When I was young, the year 2000 was such a crazy distant future it put visions of hoverboards and laserbeams in our heads. Which was not so far off. In the actual year 2000, I was a sophomore in college, and had a livejournal. This was an early iteration of blogging, or maybe an early iteration of facebook, I am not sure. But I had one. I kept up with it for approximately two weeks. Mostly to keep tabs on the inner workings of a boy I had a crush on, who was super techie and inscrutable, so livejournal was a perfect window into his soul. or whatever emoji best represented his soul.
In the year 2003, I was living in Texas for a couple of years, having followed a boyfriend and the promise of employment there. I absolutely hated it. I kept a blog of restaurant reviews and other musings and rants, and it does not surprise me now that I faithfully maintained that thing through my entire 2 year tenure in Texas. It was my way of reaching out to the non-Texas world.
I returned to my native Southern California in 2005, joined Facebook and its various social networking predecessors, and did not give blogging much thought. I have kept journals to varying degrees of success my entire life, but there is something very different and appealing about blogs.
Nearly two years ago, when my two small children were even tinier, I decided to stop looking for full time employment, and throw myself into a hobby. I had my friend Katy show me how to use the sewing machine I had received the year before for Christmas. And I fell down a crazy rabbit hole from which I have (thankfully) never emerged. I went from working as a solo practice attorney to being a slightly depressed mother of two babies, and then leapt feverishly and headlong into being a full-time quilter and crafter.
Part of me was a little embarrassed by this vocational shift. I was still connected to my teacher and lawyer and other professional friends. I am surrounded by other overeducated people like myself; we followed a treadmill that we were told was the ‘correct’ path for us. If you get the degrees, if you get the granite countertops, if you wear the suits, you are successful. But that equation only works if you define success as having those degrees, counters, and clothes. I can’t clearly define success yet, but it has to be related to the crazy passion that I feel for making things, and teaching my children to be self-sufficient thing-makers, too.
Of course, those teacher and lawyer and other professional friends might also be successful by each of their own definitions, and I really hope they are. I also hope it makes them happy to have an eccentric quilty friend in their contact list, who really wants their old clothes, so that I can cut them up and sew them back together.
However, I do know those friends are probably not going to be enthusiastic if my only forum for sharing quilting and kid art pics and tips is their Instagram feed. They have been supportive thus far, but if they only knew how many quilts I have NOT posted, they’d be blown away. So here’s a place for that.

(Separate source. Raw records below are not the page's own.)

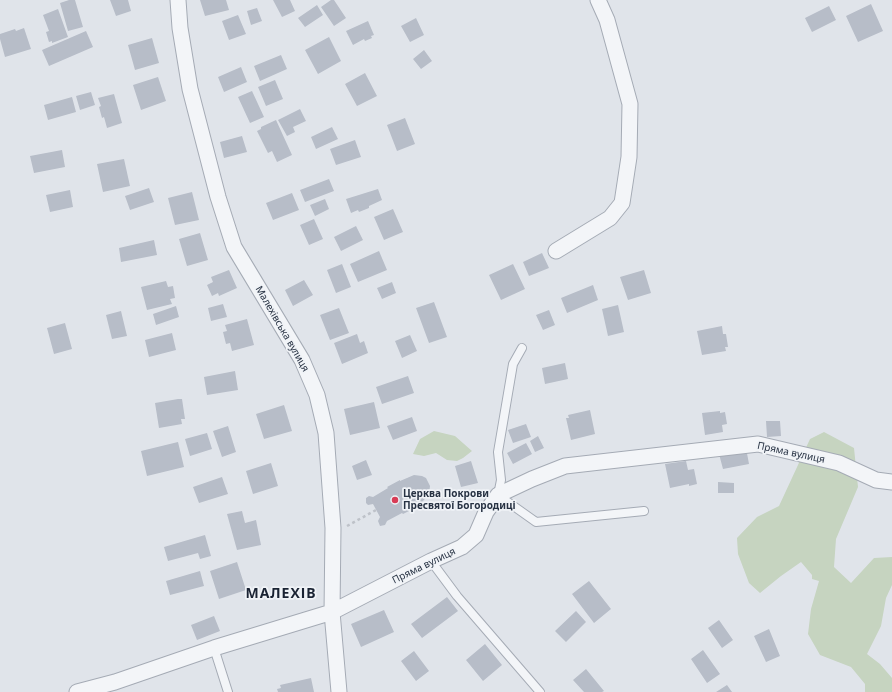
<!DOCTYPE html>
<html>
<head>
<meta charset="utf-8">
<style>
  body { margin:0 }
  canvas { display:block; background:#e0e4ea }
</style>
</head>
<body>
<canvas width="892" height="692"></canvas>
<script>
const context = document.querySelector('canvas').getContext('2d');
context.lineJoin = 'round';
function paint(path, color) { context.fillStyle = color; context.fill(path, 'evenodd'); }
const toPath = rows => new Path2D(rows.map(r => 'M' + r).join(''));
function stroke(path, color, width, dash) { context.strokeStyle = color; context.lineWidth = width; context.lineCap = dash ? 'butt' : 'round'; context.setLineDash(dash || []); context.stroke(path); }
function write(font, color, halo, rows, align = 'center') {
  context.font = font + ' "Noto Sans",sans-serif'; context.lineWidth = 3.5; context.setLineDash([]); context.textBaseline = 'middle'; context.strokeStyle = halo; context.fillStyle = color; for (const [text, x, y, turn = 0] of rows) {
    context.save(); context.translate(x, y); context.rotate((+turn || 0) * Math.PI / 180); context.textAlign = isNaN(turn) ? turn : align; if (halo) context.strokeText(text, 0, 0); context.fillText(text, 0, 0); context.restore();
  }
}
const green = toPath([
  [434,431,455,436,472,451,463,458,457,461,447,460,436,453,424,456,413,454,420,439],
  [824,432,854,448,858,487,836,539,834,567,851,583,874,558,892,557,892,585,886,598,881,626,867,654,880,664,892,678,892,692,865,692,865,684,851,667,820,655,808,634,811,609,819,581,812,579,812,575,801,562,781,576,760,593,749,583,738,554,737,538,757,517,779,506,810,439]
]);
const building = toPath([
  [69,0,75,0,83,27,68,31,60,3],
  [110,0,128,0,131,11,116,16],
  [200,0,226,0,229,10,205,16],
  [273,0,290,0,295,11,282,17],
  [331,0,334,0,346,18,334,26,321,7],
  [871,4,883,31,858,42,846,16],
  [317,5,323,15,305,27,298,18],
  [829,6,836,20,812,32,805,18],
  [257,8,262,21,251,25,247,11],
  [58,9,68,37,52,43,52,41,49,42,46,32,49,31,43,15],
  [238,15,246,34,229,40,222,21],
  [416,18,424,35,410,42,401,26],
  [368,21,374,35,371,36,372,38,365,41,364,39,353,45,346,31],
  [24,28,31,49,5,57,0,39,0,34,15,29,16,31],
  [86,31,93,47,49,66,42,50],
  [329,37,341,61,318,74,305,50],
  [152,38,159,63,135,70,128,45],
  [424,50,432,61,421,69,413,59],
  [281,55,287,69,260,81,254,66],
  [241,67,247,82,224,92,218,77],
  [365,73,377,96,357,106,345,84],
  [158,77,166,101,141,110,133,85],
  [275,80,283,99,266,106,258,87],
  [252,91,264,117,250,123,238,97],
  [91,92,95,105,80,110,76,96],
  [114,94,122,123,107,128,104,117,102,118,99,107,101,106,98,98],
  [72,97,76,112,48,120,44,105],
  [300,109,306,121,293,127,295,132,287,136,278,120],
  [405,118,415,144,397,151,387,125],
  [276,120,292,155,277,162,272,151,268,153,257,131,261,129,261,127],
  [332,127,338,139,316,149,311,137],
  [242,136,247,152,224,158,220,142],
  [355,140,361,157,336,165,330,149],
  [62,150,65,167,34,173,30,156],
  [124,159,130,186,103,192,97,164],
  [329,179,334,191,305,202,300,190],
  [149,188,154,202,130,210,125,196],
  [378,189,382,200,369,206,369,208,359,212,358,210,351,213,346,199],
  [70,190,73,207,50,212,46,195],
  [192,192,199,220,175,225,168,198],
  [292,193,299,210,273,220,266,203],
  [325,199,329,209,315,216,310,205],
  [393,209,403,232,384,240,374,217],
  [314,219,323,239,309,245,300,225],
  [356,226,363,240,341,251,334,237],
  [200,233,208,260,187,266,179,239],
  [154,240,157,255,121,262,119,248],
  [379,251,387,270,358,282,350,264],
  [542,253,549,268,529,276,523,262],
  [342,264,351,287,336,293,327,270],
  [513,264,525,289,501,300,489,275],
  [229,270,237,288,219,296,218,293,212,296,207,285,213,282,211,277],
  [644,270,651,293,628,300,620,277],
  [304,280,313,295,293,306,285,290],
  [166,281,168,287,173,286,175,298,170,299,172,304,147,310,141,287],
  [392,282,396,293,382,299,377,288],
  [593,285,598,300,567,313,561,298],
  [434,302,447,337,429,343,416,308],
  [223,304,227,317,211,321,208,308],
  [618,305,624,332,608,336,602,309],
  [176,306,179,317,156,325,153,314],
  [339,308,349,333,330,340,320,315],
  [549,310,555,325,543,330,536,315],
  [121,311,127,336,112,339,106,315],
  [247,319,254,345,232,351,230,343,226,344,223,332,227,331,225,325],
  [65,323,72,349,54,354,47,328],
  [722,326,723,334,726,334,728,347,725,347,726,351,702,355,697,331],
  [172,333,176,350,149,357,145,340],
  [357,334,360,343,364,341,368,353,342,364,334,343],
  [410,335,417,351,402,358,395,341],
  [565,363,568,379,545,384,542,368],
  [235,371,238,390,207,395,204,377],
  [408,376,414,393,382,404,376,387],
  [178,399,182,399,185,419,181,419,182,424,159,428,155,403],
  [374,402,380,428,350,435,344,409],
  [284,405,292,431,264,439,256,414],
  [590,410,595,434,571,440,566,418,569,418,568,415],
  [720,411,720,413,725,412,727,424,722,425,723,432,705,435,702,413],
  [412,417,417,431,393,440,387,426],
  [766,421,780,421,781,436,767,437],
  [526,424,531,437,513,443,508,430],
  [228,426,236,452,222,457,213,431],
  [207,433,212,449,190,456,185,439],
  [538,436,544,448,535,452,530,441],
  [178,442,184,467,147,476,141,451],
  [526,443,532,454,513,464,507,453],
  [746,448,749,464,723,469,719,454],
  [366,460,372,475,357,480,352,466],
  [471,461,478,483,461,487,455,466],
  [686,461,688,470,694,469,697,484,689,486,689,484,670,488,665,464],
  [271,463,278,486,253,494,246,471],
  [414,475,422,476,426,478,430,486,429,494,423,501,414,506,415,508,403,514,402,513,387,521,385,525,380,526,378,521,380,517,373,504,368,505,366,503,366,498,369,496,373,497,388,488,387,487,400,480,400,481],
  [222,477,228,494,199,503,193,487],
  [718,482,734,483,734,493,718,493],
  [242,511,245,523,256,520,261,545,237,550,227,514],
  [205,535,211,556,200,559,198,553,168,561,164,547],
  [237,562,246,590,219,599,210,571],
  [200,571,204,586,170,595,166,581],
  [589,581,611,609,594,623,572,594],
  [447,597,458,611,422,638,411,624],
  [384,610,394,632,361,647,351,624],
  [576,611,586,622,566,642,555,631],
  [214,616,220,631,197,640,191,625],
  [719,620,733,640,722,648,708,628],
  [769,629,780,656,766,662,754,636],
  [485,644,502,665,483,681,466,660],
  [703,650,720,674,707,683,691,659],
  [414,651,429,671,416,681,401,661],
  [586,669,604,691,602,692,584,692,573,680],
  [311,678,314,692,278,692,277,689,281,688,280,685],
  [727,685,732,692,716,692]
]);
const path = toPath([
  [347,526,376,510]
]);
const service = toPath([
  [522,348,513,364,498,452,501,480,498,495,536,522,644,511],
  [431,561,457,596,540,692],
  [214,648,228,692]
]);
const minor = toPath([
  [178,0,180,28,190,89,218,197,234,247,302,360,317,395,326,433,333,528,332,612,339,692],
  [556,251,610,218,622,203,629,157,630,104,607,20,598,0],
  [77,692,115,682,214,648,332,612,431,561,462,547,476,535,486,512,498,495,532,479,565,466,758,444,839,463,876,480,892,482]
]);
const markers = [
  [395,500,4,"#d83c56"]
];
const streetNames = [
  ["Малехівська вулиця",282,329,60],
  ["Пряма вулиця",791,453,12],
  ["Пряма вулиця",424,566,-26]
];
const poiNames = [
  ["Церква Покрови",403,494],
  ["Пресвятої Богородиці",403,506]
];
const districtNames = [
  ["МАЛЕХІВ",281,594]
];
paint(green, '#c6d4c0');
paint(building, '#b7bdc8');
stroke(service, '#a5abb5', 10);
stroke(minor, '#a5abb5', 17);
stroke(path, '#bec2c9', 2.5, [3, 3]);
stroke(service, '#f3f5f8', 8);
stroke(minor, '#f3f5f8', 15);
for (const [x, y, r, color] of markers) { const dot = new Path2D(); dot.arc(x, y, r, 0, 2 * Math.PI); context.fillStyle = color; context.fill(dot); stroke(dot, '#f0f3f7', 1.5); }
write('10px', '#273243', '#f0f3f7', streetNames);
write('bold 10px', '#273243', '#f0f3f7', poiNames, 'left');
context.letterSpacing = '1px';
write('bold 14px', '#1a2333', '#f0f3f7', districtNames);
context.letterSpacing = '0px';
</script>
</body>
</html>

I started this blog as a way of specifically connecting to the other eccentric quilty and crafty people that I know are out there. People who totally understand and wouldn’t even think to roll their eyes when I talk about my bobbin tension or mitered corners. People who don’t ‘go shopping’ as an activity because nobody wants to hear them say “I could make that” over and over. People who always watch movies with a skein of yarn or a stack of fabric hexies to keep them busy. These are my people, and that’s my whole deal.